La necesidad de sentir otro cuerpo, de saber que no estaban solos. ¿Cuánto hacía que el otro no podía estar con un ser humano? Sentirse de nuevo vivos, poder despojarse del frío… llegar y saborear la pasión y la lujuria.

Y después… silencio, ternura. El uno junto al otro, dos almas que son una.

Finalmente, se vistieron.

Y se miraron.

Y comprendieron que nada sería igual. Que ya estaban unidos allí, allá y en el más allá.

Juntos salieron, juntos descubrieron que les habían dado por muertos, al igual que ellos. Tanto uno como el otro, habían cometido alta traición.

Y ese día fueron a buscarles.

Y ese día, Bellatrix lloró más que nadie. Él se iba a sucidar. Ahorrarle el trabajo a ella, darle la oportunidad de vivir junto a los que fueron sus amigos de la vida.

No lo podía permitir.

Sin embargo, la figura imponente de su amo con la varita alzada, la obligaba.

«No lo hagas» pensó ella.

«No hay otra salida» pensó él.

Sí, que la había. Bella no estaba dispuesta a verle morir. Si alguno de los dos tenía que hacerlo, mejor que fueran ambos.

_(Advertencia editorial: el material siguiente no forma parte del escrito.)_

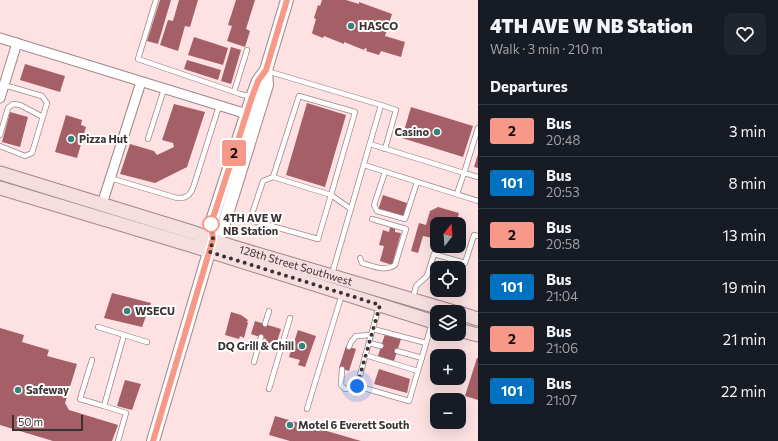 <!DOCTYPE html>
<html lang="en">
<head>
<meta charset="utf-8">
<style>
  :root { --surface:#171b24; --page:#20242c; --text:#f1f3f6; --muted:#9ea1a6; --line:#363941 }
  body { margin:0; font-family:Commissioner,sans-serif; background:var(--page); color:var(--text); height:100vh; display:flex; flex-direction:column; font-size:15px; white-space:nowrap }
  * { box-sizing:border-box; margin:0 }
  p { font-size:13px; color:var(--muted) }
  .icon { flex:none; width:22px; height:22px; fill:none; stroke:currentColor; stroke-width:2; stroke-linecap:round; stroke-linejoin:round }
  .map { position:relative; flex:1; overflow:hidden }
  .drawer { display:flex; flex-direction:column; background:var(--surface); width:300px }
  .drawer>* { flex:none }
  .badge { padding:0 8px; border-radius:3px; font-size:14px; line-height:26px }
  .needle { width:26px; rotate:17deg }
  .tools { position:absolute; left:430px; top:217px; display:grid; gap:8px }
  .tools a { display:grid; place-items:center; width:36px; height:36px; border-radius:8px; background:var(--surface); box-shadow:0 4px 16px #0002; font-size:20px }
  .scale { position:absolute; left:12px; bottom:10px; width:71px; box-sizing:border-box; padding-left:4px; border:2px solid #3b3131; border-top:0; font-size:11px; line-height:14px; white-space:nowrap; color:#3b3131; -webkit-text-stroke:3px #fff; paint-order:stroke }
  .you { position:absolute; width:20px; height:20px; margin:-10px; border:3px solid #fff; border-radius:50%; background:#1a73e8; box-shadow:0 0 0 6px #1a73e833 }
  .map>.badge { position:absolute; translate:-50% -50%; box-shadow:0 0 0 2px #fff }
  h2 { padding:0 12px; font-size:15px; line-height:36px }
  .round { display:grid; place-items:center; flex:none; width:42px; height:42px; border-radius:8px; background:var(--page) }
  .head { display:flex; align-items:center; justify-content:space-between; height:68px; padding:0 12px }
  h1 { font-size:19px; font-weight:800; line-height:30px }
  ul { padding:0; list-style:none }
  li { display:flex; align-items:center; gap:12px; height:52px; padding:0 12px; border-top:1px solid var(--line) }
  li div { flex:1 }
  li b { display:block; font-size:15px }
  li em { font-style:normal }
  li .badge { min-width:44px; font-weight:700; text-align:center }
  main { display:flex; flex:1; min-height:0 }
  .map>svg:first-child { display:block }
</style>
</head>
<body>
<main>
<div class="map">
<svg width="478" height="441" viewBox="0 0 478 441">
  <rect width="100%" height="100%" fill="#fde1e3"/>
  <g fill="#a55f67">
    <path d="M 160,0 L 171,0 L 158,44 L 147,41 Z"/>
    <path d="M 179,0 L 198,0 L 190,27 L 185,26 L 178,51 L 160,45 L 168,20 L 173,21 Z"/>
    <path d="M 236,0 L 255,0 L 246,29 L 250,31 L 245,47 L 227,41 L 232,26 L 228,25 Z"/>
    <path d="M 322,0 L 346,0 L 359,4 L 359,2 L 392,14 L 385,36 L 405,42 L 401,57 L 381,51 L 379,55 L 366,51 L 367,49 L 365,48 L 364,50 L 344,42 L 344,44 L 324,36 L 323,38 L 313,34 L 312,33 L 316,19 L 314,18 L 318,5 L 320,6 Z"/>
    <path d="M 194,37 L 228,48 L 223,65 L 188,55 Z"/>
    <path d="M 231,47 L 241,50 L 231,84 L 221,81 Z"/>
    <path d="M 187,60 L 221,70 L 218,80 L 184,69 Z"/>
    <path d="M 25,64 L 65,76 L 60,92 L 20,80 Z"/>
    <path d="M 307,103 L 346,115 L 325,187 L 286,175 Z"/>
    <path d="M 174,104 L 205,112 L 187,167 L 155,183 L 120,174 L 130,144 L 154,151 L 157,155 L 174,147 L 173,143 L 162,140 Z"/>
    <path d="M 411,107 L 473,126 L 463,157 L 402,138 Z"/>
    <path d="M 10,112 L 28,117 L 20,147 L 2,142 Z"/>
    <path d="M 66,115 L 82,120 L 81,125 L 86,127 L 77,158 L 55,152 Z"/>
    <path d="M 478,154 L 478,168 L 474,167 Z"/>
    <path d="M 383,195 L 407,203 L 403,218 L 378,210 Z"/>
    <path d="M 438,207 L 459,213 L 456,224 L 437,224 L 437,239 L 423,236 L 418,253 L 411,251 L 419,223 L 426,225 L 430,211 Z"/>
    <path d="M 390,227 L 395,229 L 395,232 L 401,233 L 392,265 L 380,261 L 384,246 L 379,245 L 383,230 L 389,232 Z"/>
    <path d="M 442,263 L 458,268 L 441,268 Z"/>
    <path d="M 112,293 L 151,303 L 142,327 L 104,318 Z"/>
    <path d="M 231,312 L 241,315 L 248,320 L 247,322 L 248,323 L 244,338 L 240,336 L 239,339 L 225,335 Z"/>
    <path d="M 255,321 L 281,329 L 276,345 L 266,342 L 266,339 L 251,334 Z"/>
    <path d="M 0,328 L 24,335 L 22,342 L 49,350 L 47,356 L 77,364 L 65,403 L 69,410 L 118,425 L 112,441 L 53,441 L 0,425 Z"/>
    <path d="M 298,330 L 316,336 L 305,367 L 298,365 L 300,360 L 289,357 Z"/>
    <path d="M 385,334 L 401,339 L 394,361 L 378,356 Z"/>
    <path d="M 346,346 L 356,349 L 349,371 L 339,368 Z"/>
    <path d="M 477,358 L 478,358 L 478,400 L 465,396 Z"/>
    <path d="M 379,369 L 410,379 L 407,393 L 374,384 Z"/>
    <path d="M 125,380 L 141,384 L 132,410 L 117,406 Z"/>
    <path d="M 275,416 L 361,441 L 290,441 L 269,435 Z"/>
  </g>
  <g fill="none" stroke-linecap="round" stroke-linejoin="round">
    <g stroke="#9f8688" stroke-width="6">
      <g id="service">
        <path d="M 156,0 L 138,59 L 240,94 L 252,97"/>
        <path d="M 267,71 L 381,105 L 332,274"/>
        <path d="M 234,92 L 247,50"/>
        <path d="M 381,105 L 396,110 L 385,149"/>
        <path d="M 0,135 L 8,108 L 13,104 L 20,105 L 43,117"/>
        <path d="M 148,139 L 164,89"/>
        <path d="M 370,144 L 464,173 L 478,128"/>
        <path d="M 0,146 L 25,156 L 32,153 L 47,103 L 42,96 L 4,85"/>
        <path d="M 364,165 L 478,201"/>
        <path d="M 385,172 L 374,205 L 377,211 L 405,219 L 417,182"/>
        <path d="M 273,177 L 299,96 L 355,112 L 331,195 L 273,177 L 263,181 L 250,220 L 318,239 L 331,195 L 351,209"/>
        <path d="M 110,178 L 177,198 C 187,199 191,194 194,185 L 219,106"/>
        <path d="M 457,194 L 464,173 L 478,177"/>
        <path d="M 360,258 L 362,263 C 373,266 385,272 395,265 L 406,229 L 372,219"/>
        <path d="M 413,298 L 416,286 L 427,276 L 434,254 L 465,263 L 474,235 L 478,236"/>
        <path d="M 379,306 L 357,386 L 409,401 L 432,323"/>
        <path d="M 265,324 L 269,311"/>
        <path d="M 98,327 L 147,342"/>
        <path d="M 373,329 L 426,343"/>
        <path d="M 369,343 L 381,346"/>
        <path d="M 349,347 L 351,342 L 356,336 L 371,335"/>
        <path d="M 397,351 L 422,358"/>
        <path d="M 365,355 L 418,371"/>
        <path d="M 92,360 L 80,399 L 104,406 L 124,335"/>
        <path d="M 254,362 L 261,337"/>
        <path d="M 342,369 L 341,385 L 345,389 L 357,386"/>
        <path d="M 269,389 L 290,318"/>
        <path d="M 104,406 L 126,413 L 118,441"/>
        <path d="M 307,409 L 342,294"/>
      </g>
    </g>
    <g stroke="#9f8688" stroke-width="11">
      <g id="minor">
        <path d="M 0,38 L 247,114"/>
        <path d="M 0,98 L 17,43"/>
        <path d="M 102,204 L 141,82"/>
      </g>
    </g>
    <g stroke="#9f8688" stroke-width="14">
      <g id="tertiary">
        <path d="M 213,239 L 223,227 L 267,85 L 266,70"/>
        <path d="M 153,441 L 213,239 L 211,224 L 252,97 L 258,81 L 266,70 L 287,0"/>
      </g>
    </g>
    <g stroke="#9f8688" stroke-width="15">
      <g id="secondary">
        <path id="s1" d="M 0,173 L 195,233 L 230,246 L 454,312"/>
        <path d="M 0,188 L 190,245 L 437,323"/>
        <path d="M 459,313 L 478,319"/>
        <path d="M 459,330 L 478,335"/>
      </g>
    </g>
    <use href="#service" stroke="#fff" stroke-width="4.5"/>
    <use href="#minor" stroke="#fff" stroke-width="9"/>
    <use href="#tertiary" stroke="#fff" stroke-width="12"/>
    <use href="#secondary" stroke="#f6dde0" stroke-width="13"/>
  </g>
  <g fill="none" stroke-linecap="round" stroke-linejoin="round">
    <g stroke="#fff" stroke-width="9">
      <path id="line" d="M 153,441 L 213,239 L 211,224 L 252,97 L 258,81 L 266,70 L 287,0"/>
    </g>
    <use href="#line" stroke="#f79888" stroke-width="6"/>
    <path stroke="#3b3131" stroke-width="4" stroke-dasharray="0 7.2" d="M 211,224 L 213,239 L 210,252 L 380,305 L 357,386"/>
  </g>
  <g fill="#39817b" stroke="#fff" stroke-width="1.5">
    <circle cx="351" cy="26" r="4"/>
    <circle cx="437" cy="132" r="4"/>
    <circle cx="71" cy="139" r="4"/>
    <circle cx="127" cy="311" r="4"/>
    <circle cx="302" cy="346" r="4"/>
    <circle cx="18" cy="390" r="4"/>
    <circle cx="290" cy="425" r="4"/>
  </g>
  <circle fill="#fff" stroke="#f79888" stroke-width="2" cx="211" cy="224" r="8"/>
  <g text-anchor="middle" stroke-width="4" stroke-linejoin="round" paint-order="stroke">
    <g font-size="11" font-weight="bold" fill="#3b3131" stroke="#fff" text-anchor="start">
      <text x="359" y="30">HASCO</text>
      <text x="429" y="136" text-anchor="end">Casino</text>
      <text x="79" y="143">Pizza Hut</text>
      <text x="135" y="315">WSECU</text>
      <text x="294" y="350" text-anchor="end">DQ Grill &amp; Chill</text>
      <text x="26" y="394">Safeway</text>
      <text x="298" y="429">Motel 6 Everett South</text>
    </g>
    <g font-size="11" font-weight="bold" fill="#3b3131" stroke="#fff" text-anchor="start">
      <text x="223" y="222">4TH AVE W<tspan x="223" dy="13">NB Station</tspan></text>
    </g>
    <g font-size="11" fill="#3b3131" stroke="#fff">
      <text dy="4" stroke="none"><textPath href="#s1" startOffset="310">128th Street Southwest</textPath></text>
    </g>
  </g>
</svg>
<div class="tools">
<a><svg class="needle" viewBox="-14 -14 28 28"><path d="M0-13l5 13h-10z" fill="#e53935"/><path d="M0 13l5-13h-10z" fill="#9ea1a6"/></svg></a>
<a><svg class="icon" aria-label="locate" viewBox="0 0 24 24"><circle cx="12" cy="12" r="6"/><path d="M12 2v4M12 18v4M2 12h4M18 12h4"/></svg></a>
<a><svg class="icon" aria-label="layers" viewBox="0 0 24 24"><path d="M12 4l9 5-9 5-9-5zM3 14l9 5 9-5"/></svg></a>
<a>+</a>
<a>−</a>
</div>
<div class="scale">50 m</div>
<div class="you" style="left:357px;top:386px"></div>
<b class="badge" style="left:234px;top:153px;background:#f79888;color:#111">2</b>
</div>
<section class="drawer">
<div class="head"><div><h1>4TH AVE W NB Station</h1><p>Walk · 3 min · 210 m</p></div><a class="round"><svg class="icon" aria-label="heart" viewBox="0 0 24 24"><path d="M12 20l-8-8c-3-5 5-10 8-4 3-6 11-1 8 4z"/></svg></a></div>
<h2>Departures</h2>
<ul>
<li><span class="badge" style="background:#f79888;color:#111">2</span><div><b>Bus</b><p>20:48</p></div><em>3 min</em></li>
<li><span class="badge" style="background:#0070c0;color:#fff">101</span><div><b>Bus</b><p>20:53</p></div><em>8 min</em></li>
<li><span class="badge" style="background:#f79888;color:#111">2</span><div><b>Bus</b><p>20:58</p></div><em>13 min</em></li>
<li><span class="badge" style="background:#0070c0;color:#fff">101</span><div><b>Bus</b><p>21:04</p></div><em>19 min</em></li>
<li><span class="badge" style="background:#f79888;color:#111">2</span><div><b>Bus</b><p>21:06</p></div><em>21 min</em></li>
<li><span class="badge" style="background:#0070c0;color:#fff">101</span><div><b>Bus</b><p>21:07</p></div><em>22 min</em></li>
</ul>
</section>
</main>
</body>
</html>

Aún sentía el frío cuando se quitó la máscara, prefería morir sin su traje de mortífaga.

Alzaron sus brazos, se fueron a dar la mano, pero el Adarva Kedarva de los mortífagos y de Voldemort no se hizo esperar.

Los mataron a ambos antes de poder volver a tocarse.

Pero eso ya no importaba.

Bella murió feliz, sin frío, pues, total, Lupin y ella eran ya una sola alma.